Lockhart, echoing comments made last week by two other Fed members, said if the improvement trend continues tapering of the Fed’s $85 billion a month bond purchasing program could be announced at any of the central bank’s three remaining meetings this year.
“In my mind, the first adjustments to asset purchases, when they occur, should be the beginning of a process with steps that will be determined as later information arrives and certainty about the direction of the economy accumulates,” he said. “As I see it, a decision to proceed—whether it is in September, October, or December—ought to be thought of as a cautious first step.”
Chicago Fed President Charles Evans and Cleveland Fed President Sandra Pianalto gave similar timetables for tapering last week. Evans, in response to a reporter’s question, wouldn’t rule out beginning tapering in September.
Lockhart is not a voting member of the Federal Open Markets Committee, which sets most Fed monetary policy.
During a question and answer period following a speech to the Kiwanis Club in Atlanta, Lockhart said labor markets overall have improved.
Evidence of that improvement can be seen in the headline unemployment rate, which stood at 7.4% in July, down from 8.2% a year ago. The rate stood at 7.8% in September, when the Fed initiated its third round of bond purchases known as quantitative easing.
But Lockhart noted that a significant number of the jobs created in recent month are part-time.
Since last year the Fed has made improving labor markets the central focus of its policies and Fed members have repeatedly stressed that tapering the central bank’s bond buying program won’t begin until policy makers are confident the job market has gathered sustained momentum.
Moreover, the Fed has vowed not to begin raising interest rates from their historic low range of 0% - 0.25% until the unemployment rate falls to at least 6.5%. And that figure has been described as a threshold rather than a firm target.

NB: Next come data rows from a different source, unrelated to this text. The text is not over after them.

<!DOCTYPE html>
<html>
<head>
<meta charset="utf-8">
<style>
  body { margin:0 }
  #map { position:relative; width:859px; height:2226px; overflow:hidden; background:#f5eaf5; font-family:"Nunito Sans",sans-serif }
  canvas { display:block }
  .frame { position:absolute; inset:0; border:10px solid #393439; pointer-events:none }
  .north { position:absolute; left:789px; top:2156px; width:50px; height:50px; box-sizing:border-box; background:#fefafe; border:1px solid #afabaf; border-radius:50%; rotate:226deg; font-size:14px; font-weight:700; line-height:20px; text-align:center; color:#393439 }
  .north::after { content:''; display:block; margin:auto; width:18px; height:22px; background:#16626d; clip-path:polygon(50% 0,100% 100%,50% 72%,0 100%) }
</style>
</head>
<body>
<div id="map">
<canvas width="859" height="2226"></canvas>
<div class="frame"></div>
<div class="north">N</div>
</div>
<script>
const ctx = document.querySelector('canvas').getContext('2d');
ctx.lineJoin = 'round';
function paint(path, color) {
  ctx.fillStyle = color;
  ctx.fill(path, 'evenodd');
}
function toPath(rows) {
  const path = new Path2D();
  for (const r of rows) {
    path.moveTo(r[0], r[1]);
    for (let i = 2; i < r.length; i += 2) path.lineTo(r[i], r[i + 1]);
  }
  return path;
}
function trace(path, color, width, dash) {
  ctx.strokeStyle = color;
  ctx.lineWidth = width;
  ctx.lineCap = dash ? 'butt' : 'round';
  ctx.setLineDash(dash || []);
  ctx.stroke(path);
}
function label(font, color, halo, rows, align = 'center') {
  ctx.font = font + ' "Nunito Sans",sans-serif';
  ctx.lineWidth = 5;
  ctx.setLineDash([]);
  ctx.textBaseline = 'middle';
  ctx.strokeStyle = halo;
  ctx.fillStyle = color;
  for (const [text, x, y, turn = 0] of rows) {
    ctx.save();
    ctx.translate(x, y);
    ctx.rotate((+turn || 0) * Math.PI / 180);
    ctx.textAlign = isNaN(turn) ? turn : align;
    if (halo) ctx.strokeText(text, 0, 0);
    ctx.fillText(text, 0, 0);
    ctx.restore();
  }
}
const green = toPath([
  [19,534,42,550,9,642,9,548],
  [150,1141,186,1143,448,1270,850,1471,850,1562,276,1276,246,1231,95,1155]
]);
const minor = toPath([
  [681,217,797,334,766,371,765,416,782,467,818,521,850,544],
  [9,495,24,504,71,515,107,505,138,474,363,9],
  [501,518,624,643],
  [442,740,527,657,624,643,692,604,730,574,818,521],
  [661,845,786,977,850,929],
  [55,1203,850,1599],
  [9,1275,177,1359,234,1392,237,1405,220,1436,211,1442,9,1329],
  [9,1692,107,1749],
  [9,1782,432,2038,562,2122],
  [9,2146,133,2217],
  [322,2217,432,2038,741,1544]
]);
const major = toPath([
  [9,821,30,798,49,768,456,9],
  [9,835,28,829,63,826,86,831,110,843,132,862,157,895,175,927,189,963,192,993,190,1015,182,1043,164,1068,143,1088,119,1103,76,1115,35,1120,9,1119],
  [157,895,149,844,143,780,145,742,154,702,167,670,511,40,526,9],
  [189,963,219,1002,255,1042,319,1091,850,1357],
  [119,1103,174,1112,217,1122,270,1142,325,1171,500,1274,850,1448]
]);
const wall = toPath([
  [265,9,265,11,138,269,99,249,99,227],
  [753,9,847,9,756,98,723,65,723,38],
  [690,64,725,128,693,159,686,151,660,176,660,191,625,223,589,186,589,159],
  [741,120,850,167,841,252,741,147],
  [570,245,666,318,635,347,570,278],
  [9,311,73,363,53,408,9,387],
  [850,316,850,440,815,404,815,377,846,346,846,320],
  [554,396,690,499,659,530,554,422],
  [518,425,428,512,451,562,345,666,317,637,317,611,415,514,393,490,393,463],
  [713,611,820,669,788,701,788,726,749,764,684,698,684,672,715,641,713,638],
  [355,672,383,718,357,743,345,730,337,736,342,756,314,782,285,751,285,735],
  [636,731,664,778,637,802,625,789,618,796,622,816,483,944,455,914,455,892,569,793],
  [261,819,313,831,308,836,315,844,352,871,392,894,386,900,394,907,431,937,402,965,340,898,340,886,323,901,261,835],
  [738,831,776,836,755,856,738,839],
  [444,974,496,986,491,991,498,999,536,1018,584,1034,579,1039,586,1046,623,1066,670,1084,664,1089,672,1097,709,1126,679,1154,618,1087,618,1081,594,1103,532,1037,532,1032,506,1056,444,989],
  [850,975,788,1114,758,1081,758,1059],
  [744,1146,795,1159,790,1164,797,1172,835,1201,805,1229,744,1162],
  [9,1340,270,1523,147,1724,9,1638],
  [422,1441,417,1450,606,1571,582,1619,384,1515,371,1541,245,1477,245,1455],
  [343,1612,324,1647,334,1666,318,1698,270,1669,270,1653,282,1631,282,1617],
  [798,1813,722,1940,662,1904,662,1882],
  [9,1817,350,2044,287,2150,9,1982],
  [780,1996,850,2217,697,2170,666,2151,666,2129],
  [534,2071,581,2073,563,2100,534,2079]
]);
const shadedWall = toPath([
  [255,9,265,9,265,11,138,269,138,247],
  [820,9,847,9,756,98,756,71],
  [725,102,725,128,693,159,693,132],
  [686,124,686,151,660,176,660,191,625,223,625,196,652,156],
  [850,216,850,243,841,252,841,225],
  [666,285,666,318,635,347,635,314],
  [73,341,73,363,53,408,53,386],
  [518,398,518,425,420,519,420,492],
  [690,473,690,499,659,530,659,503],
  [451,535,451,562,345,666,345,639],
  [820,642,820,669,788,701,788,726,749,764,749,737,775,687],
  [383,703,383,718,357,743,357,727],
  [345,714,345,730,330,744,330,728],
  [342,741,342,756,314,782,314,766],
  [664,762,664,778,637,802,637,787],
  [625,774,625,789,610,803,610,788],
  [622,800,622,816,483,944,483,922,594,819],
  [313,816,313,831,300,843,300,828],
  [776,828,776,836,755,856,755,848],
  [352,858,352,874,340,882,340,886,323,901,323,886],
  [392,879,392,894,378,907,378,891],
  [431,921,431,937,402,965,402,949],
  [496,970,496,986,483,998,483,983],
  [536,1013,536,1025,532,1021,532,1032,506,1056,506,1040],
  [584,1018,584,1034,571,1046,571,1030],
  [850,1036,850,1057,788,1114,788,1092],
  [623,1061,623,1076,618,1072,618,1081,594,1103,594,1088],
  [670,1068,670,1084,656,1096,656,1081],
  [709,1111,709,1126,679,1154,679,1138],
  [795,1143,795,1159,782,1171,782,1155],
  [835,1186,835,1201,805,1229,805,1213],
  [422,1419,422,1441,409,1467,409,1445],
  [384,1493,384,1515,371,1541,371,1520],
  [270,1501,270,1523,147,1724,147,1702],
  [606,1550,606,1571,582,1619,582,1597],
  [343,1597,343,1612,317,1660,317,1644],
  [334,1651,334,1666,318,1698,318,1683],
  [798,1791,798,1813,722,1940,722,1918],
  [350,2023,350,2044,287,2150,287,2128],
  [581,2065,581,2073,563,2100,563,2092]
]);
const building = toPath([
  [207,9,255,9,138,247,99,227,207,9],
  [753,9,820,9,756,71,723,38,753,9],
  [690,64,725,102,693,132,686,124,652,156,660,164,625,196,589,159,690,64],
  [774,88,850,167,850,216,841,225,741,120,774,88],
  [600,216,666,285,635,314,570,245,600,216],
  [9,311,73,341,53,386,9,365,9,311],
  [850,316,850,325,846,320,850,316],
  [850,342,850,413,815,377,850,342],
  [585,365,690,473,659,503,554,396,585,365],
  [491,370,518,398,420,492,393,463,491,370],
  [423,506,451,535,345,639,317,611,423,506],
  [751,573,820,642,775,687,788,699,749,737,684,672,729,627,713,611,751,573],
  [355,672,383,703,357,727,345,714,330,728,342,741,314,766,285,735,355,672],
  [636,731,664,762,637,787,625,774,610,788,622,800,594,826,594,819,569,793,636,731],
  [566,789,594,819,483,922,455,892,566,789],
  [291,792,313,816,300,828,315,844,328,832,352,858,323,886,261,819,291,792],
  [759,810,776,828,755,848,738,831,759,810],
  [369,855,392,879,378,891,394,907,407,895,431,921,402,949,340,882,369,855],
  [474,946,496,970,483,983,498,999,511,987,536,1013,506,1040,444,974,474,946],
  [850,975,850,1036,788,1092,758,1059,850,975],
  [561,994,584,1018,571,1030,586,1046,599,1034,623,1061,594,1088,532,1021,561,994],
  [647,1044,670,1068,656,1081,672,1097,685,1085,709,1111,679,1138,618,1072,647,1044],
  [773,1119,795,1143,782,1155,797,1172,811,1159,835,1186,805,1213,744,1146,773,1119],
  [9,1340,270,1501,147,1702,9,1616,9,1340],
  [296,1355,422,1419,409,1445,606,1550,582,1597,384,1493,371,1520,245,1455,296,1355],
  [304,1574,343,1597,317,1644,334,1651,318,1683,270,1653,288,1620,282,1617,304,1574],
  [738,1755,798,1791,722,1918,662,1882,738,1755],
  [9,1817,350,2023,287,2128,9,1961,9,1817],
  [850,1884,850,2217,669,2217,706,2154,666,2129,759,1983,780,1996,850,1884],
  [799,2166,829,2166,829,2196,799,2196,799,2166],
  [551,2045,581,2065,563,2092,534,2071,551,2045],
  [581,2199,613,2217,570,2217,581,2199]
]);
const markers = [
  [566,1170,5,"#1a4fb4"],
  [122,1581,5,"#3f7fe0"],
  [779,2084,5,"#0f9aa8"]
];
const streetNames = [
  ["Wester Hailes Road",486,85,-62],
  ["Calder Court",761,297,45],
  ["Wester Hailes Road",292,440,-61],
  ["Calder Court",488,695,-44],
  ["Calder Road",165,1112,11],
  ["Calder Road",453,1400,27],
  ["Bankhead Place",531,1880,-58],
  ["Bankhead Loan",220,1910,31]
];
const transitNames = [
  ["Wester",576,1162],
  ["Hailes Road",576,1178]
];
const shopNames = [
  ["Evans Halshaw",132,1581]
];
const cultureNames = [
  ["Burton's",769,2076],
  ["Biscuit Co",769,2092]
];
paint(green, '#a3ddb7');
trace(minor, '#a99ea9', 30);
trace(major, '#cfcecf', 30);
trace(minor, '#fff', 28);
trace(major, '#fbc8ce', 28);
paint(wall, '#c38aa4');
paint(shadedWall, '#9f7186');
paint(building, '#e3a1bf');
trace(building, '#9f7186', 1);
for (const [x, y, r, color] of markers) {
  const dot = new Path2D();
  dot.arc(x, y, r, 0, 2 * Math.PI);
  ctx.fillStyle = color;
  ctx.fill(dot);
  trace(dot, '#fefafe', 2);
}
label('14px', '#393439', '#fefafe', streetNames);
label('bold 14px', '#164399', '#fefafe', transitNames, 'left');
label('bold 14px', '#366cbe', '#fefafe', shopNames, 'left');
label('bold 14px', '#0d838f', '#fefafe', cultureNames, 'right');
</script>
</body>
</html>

“Very low rates will continue for a while,” Lockhart said Tuesday. “The Committee’s guidance on the policy rate is that it will stay near zero for at least as long as the unemployment rate stays above 6.5 percent.”
He predicted that the U.S. economy would gain momentum in the second half of 2013 and continue to pick up steam in 2014.
In other comments, Lockhart praised Fed Chairman Ben Bernanke for his “extraordinary” ability to “build consensus,” a quality he said a new Fed chief will require to be effective.
Bernanke is widely expected to step down in January after serving two terms and quarterbacking the Fed through the worst financial crisis since the Great Depression.